Ulla Meyer-Gohr

R O T

 

Die Lampe leuchtete rot über der Tür im Fernsehstudio auf.

                                                     SENDUNG " kultur heute "

stand auf einem Schild an der Studiotür.
Sechs erlesene Kunstkritiker erschienen auf dem Monitor und bildeten einen Halbkreis. Ihnen gegenüber saß der Maler, Ralph Zinke, um den die Diskussion ging.  Über ihm sein Bild, die Frau im Grünen.

      " Herr Zinke wie kamen sie zur Malerei, " näselte Prof. Dr. Dr. Bernd Maschnik ins Mikrophon. Trotzdem gab seine Stimme einen gewichtigen Unterton.

      " Schwer zusagen," Zinke schüttelte den Kopf. Dabei tanzte sein kleiner, grauer Schnauzbart auf und ab.
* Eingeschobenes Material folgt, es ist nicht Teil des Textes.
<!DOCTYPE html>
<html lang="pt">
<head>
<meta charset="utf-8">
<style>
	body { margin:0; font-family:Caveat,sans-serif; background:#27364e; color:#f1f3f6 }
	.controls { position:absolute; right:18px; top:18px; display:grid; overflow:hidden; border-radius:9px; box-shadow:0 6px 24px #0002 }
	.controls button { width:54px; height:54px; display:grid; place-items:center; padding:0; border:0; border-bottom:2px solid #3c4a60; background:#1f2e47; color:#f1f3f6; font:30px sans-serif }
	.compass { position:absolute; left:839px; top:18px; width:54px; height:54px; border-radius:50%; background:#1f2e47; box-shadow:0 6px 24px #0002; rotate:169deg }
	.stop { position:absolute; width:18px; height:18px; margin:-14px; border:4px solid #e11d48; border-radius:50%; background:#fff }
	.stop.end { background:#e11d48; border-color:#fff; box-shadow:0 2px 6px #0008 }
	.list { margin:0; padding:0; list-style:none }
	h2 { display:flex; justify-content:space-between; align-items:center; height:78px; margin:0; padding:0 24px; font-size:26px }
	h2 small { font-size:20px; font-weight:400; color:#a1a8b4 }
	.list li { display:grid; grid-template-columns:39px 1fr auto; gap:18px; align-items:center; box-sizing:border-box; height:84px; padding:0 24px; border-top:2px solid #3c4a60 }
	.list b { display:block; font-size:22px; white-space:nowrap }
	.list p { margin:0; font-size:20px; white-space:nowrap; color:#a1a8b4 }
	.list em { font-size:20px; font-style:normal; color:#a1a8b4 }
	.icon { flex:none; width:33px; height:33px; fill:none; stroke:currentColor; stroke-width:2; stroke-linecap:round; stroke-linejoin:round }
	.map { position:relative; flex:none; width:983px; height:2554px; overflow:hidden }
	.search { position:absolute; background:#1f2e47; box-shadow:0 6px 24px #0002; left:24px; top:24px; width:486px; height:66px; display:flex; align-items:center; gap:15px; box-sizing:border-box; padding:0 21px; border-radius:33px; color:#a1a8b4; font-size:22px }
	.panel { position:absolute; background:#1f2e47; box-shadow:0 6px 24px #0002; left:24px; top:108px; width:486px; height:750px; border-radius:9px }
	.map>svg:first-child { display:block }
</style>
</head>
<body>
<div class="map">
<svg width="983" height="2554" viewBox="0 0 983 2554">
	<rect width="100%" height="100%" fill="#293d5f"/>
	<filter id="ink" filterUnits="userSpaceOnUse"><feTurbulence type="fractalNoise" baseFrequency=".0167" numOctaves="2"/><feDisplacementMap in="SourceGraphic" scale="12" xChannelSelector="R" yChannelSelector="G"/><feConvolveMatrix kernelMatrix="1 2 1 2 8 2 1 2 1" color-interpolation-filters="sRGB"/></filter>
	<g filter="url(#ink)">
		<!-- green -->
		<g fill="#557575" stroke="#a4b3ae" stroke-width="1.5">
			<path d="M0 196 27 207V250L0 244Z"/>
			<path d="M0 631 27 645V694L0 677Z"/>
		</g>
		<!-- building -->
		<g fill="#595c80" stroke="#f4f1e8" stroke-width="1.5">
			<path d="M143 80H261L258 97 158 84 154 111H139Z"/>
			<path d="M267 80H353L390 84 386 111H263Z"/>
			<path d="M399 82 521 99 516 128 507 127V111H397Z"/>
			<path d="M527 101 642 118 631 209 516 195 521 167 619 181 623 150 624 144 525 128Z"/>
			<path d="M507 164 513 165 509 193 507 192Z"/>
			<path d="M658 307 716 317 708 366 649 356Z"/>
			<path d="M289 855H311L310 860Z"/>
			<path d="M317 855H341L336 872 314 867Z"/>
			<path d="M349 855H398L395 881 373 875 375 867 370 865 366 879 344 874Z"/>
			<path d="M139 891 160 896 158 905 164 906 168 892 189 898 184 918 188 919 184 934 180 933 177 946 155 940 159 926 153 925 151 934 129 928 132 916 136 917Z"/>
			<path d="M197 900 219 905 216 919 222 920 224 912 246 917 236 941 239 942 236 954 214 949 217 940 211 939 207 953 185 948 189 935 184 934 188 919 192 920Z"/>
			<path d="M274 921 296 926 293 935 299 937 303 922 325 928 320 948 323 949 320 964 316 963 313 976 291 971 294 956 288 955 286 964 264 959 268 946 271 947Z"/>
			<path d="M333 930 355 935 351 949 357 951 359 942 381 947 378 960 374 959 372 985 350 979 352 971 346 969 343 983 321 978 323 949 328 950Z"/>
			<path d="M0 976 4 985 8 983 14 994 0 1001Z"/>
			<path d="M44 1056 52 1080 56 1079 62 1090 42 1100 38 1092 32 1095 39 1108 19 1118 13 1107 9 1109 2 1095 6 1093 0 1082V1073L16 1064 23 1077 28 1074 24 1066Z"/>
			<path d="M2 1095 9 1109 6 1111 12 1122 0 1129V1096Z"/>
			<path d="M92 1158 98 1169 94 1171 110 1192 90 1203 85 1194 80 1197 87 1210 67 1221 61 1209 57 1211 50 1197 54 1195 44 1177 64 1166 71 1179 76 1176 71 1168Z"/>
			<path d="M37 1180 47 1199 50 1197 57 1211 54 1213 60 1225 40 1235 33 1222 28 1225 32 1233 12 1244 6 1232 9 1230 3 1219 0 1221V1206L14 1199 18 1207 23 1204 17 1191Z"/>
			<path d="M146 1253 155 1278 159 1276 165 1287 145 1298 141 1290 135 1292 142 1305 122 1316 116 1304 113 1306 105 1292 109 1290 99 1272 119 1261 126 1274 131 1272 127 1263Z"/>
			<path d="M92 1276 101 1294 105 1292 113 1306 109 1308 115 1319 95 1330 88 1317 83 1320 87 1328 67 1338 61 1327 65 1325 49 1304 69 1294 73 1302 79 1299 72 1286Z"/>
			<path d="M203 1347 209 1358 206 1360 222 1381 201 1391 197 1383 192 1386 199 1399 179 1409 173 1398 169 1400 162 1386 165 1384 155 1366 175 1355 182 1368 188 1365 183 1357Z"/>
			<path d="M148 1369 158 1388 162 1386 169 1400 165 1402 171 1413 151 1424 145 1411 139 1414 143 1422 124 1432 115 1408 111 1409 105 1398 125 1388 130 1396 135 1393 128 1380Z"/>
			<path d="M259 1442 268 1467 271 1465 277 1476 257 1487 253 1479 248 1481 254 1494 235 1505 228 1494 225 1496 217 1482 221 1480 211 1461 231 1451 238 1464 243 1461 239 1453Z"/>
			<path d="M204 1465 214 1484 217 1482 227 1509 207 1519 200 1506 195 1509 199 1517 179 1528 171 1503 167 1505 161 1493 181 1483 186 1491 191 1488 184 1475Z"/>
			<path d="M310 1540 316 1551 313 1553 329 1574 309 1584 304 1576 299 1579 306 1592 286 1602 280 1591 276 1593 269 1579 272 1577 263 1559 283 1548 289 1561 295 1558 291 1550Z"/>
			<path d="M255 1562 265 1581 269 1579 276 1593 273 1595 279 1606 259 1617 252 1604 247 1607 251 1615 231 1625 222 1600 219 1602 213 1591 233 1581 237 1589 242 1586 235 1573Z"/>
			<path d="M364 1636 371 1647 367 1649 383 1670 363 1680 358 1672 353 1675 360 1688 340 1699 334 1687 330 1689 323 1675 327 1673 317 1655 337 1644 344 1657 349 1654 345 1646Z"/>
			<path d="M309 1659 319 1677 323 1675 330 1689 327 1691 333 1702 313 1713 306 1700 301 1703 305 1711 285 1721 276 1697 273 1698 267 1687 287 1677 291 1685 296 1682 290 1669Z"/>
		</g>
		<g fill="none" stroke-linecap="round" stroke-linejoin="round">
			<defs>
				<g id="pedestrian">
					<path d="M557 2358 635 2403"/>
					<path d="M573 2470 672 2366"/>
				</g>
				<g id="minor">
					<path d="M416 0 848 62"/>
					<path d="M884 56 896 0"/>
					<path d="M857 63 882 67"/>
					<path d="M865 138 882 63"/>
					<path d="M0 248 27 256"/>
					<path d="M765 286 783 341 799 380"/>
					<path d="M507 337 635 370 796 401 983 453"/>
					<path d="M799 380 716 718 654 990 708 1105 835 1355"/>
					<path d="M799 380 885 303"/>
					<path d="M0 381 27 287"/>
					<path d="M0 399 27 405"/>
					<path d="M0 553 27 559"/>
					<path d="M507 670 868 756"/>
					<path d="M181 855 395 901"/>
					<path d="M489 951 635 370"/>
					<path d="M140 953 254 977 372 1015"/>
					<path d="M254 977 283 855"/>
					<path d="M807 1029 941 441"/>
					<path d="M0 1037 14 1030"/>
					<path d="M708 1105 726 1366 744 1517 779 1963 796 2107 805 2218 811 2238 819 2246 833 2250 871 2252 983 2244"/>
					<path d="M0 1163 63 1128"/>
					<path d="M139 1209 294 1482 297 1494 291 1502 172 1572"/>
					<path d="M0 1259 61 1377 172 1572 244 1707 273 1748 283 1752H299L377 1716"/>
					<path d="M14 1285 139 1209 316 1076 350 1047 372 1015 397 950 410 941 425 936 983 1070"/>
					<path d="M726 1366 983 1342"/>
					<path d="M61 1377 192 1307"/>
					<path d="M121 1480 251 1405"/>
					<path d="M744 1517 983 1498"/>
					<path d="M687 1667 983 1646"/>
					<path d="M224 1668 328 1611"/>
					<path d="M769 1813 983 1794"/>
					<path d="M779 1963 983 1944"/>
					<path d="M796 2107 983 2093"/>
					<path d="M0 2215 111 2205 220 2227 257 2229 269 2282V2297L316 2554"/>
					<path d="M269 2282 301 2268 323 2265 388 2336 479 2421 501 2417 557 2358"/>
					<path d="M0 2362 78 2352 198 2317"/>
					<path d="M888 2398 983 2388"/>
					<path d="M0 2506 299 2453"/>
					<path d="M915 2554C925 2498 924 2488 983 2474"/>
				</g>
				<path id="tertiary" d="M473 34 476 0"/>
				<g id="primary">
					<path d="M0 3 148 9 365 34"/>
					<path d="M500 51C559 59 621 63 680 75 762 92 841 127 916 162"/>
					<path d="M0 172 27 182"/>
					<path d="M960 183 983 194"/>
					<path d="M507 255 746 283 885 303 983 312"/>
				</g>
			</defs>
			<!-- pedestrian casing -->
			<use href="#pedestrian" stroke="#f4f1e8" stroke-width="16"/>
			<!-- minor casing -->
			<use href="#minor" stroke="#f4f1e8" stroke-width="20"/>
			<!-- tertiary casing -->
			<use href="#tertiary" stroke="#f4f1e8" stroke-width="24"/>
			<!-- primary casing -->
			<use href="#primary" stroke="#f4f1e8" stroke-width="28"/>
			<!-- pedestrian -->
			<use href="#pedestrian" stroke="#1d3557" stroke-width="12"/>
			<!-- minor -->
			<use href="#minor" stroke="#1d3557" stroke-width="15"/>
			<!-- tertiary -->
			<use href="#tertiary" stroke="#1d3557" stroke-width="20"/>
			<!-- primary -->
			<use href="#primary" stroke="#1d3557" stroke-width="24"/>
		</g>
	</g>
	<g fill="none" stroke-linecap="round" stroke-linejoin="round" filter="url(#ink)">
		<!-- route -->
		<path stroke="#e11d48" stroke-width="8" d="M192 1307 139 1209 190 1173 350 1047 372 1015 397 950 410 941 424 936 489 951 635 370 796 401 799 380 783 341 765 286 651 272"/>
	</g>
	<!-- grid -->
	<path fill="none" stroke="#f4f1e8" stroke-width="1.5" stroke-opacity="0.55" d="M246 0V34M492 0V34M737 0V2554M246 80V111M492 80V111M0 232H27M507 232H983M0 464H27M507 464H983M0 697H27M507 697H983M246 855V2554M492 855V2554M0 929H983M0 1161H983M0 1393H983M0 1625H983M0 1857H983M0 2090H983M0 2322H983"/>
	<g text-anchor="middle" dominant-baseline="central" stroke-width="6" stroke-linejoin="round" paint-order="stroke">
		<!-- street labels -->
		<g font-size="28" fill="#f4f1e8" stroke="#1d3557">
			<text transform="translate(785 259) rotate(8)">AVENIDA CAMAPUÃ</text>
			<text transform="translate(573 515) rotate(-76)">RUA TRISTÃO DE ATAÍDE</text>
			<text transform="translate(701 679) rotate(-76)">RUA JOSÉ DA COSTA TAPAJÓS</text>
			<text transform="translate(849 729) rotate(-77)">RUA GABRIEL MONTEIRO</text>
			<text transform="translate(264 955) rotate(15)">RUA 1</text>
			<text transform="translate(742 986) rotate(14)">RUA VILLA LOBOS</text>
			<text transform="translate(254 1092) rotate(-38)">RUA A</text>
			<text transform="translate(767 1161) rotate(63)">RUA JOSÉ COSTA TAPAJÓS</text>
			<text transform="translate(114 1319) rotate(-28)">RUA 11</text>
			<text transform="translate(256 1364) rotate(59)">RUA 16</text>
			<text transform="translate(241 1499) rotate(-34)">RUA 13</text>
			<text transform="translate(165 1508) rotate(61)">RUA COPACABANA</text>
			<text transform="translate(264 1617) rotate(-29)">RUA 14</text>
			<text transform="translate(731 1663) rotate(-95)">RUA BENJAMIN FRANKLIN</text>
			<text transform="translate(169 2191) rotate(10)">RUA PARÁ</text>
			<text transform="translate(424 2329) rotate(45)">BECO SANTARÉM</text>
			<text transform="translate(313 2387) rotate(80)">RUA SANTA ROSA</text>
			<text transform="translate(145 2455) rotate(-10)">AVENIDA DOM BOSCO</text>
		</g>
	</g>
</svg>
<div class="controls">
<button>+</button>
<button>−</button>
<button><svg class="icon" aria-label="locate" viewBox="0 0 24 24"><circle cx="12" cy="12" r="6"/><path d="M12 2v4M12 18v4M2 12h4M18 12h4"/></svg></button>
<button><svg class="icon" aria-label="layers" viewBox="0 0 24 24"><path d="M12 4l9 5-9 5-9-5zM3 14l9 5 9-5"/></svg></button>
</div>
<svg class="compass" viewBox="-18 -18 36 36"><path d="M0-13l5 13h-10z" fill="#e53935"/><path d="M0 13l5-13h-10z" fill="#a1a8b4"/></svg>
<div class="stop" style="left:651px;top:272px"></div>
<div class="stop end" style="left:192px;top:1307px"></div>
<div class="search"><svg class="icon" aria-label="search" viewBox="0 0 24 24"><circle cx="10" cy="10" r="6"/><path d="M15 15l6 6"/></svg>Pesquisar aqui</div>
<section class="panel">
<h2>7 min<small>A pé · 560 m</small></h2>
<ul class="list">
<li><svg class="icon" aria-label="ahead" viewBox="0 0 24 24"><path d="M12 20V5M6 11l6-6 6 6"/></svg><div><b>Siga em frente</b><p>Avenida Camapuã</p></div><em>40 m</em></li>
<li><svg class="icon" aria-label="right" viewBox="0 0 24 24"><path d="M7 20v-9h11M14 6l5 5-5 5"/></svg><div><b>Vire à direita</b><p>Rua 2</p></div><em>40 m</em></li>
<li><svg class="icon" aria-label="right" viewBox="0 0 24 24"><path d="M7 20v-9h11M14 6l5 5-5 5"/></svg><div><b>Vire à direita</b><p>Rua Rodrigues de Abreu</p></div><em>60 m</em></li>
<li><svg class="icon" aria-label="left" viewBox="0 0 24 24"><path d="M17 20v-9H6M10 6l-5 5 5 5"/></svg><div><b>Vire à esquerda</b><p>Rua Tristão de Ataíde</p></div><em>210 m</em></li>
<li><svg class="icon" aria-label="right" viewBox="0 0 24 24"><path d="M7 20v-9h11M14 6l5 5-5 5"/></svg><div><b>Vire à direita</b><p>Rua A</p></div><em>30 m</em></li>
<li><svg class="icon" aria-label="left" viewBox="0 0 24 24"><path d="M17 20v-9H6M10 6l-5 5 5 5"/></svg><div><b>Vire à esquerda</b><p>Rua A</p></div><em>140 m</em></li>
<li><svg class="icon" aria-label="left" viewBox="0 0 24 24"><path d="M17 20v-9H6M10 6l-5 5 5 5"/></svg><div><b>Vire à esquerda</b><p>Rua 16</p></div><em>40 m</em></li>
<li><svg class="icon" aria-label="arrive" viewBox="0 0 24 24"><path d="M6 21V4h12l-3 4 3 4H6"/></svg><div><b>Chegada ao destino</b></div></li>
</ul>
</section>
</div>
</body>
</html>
Die dunklen, forschenden Augen blickten kein bisschen eingeschüchtert zu den Kunstmächtigen," irgendwann saß ich in der Natur und es reizte mich diesen Augenblick fest zu halten. Gottlob, steckte in meiner Tasche ein kleiner Bleistift und ein Stück Papier, sodass ich eine gute Gedächnisstütze mit nach Hause nehmen konnte. Es war der erste Entwurf aus dem später das erste Bild entstehen sollte. Ich verfüge über ein fotografisches Auge, was ich bis dahin noch nicht wahr genommen hatte." Zinke schwieg nachdenklich.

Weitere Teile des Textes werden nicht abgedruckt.